» Your goal: Repeat all of the data precisely.

» Source material:

╔══

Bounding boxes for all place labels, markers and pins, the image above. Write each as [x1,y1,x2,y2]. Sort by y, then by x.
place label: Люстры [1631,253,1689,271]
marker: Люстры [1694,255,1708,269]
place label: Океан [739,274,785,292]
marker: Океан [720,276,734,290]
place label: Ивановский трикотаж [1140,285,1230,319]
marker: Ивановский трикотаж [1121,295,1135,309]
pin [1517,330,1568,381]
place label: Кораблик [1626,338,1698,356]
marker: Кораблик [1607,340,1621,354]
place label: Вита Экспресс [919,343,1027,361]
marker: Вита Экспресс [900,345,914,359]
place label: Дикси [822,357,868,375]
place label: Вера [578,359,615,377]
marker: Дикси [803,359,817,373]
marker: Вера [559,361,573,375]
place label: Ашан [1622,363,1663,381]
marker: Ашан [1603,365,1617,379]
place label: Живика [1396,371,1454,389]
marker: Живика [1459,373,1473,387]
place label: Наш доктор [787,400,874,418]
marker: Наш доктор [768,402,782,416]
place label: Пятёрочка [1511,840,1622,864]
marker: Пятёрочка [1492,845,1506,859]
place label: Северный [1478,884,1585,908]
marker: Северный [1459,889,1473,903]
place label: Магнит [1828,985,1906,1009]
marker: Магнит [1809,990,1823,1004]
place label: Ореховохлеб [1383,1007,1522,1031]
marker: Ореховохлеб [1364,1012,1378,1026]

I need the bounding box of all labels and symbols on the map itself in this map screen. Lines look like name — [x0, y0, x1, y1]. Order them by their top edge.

╚══

» Written response:
Bounding boxes for all place labels, markers and pins, the image above. Write each as [x1,y1,x2,y2]. Sort by y, then by x.
place label: Люстры [1631,253,1689,271]
marker: Люстры [1694,255,1708,269]
place label: Океан [739,274,785,292]
marker: Океан [720,276,734,290]
place label: Ивановский трикотаж [1140,285,1230,319]
marker: Ивановский трикотаж [1121,295,1135,309]
pin [1517,330,1568,381]
place label: Кораблик [1626,338,1698,356]
marker: Кораблик [1607,340,1621,354]
place label: Вита Экспресс [919,343,1027,361]
marker: Вита Экспресс [900,345,914,359]
place label: Дикси [822,357,868,375]
place label: Вера [578,359,615,377]
marker: Дикси [803,359,817,373]
marker: Вера [559,361,573,375]
place label: Ашан [1622,363,1663,381]
marker: Ашан [1603,365,1617,379]
place label: Живика [1396,371,1454,389]
marker: Живика [1459,373,1473,387]
place label: Наш доктор [787,400,874,418]
marker: Наш доктор [768,402,782,416]
place label: Пятёрочка [1511,840,1622,864]
marker: Пятёрочка [1492,845,1506,859]
place label: Северный [1478,884,1585,908]
marker: Северный [1459,889,1473,903]
place label: Магнит [1828,985,1906,1009]
marker: Магнит [1809,990,1823,1004]
place label: Ореховохлеб [1383,1007,1522,1031]
marker: Ореховохлеб [1364,1012,1378,1026]

I need the bounding box of all labels and symbols on the map itself in this map screen. Lines look like name — [x0, y0, x1, y1]. Order them by their top edge.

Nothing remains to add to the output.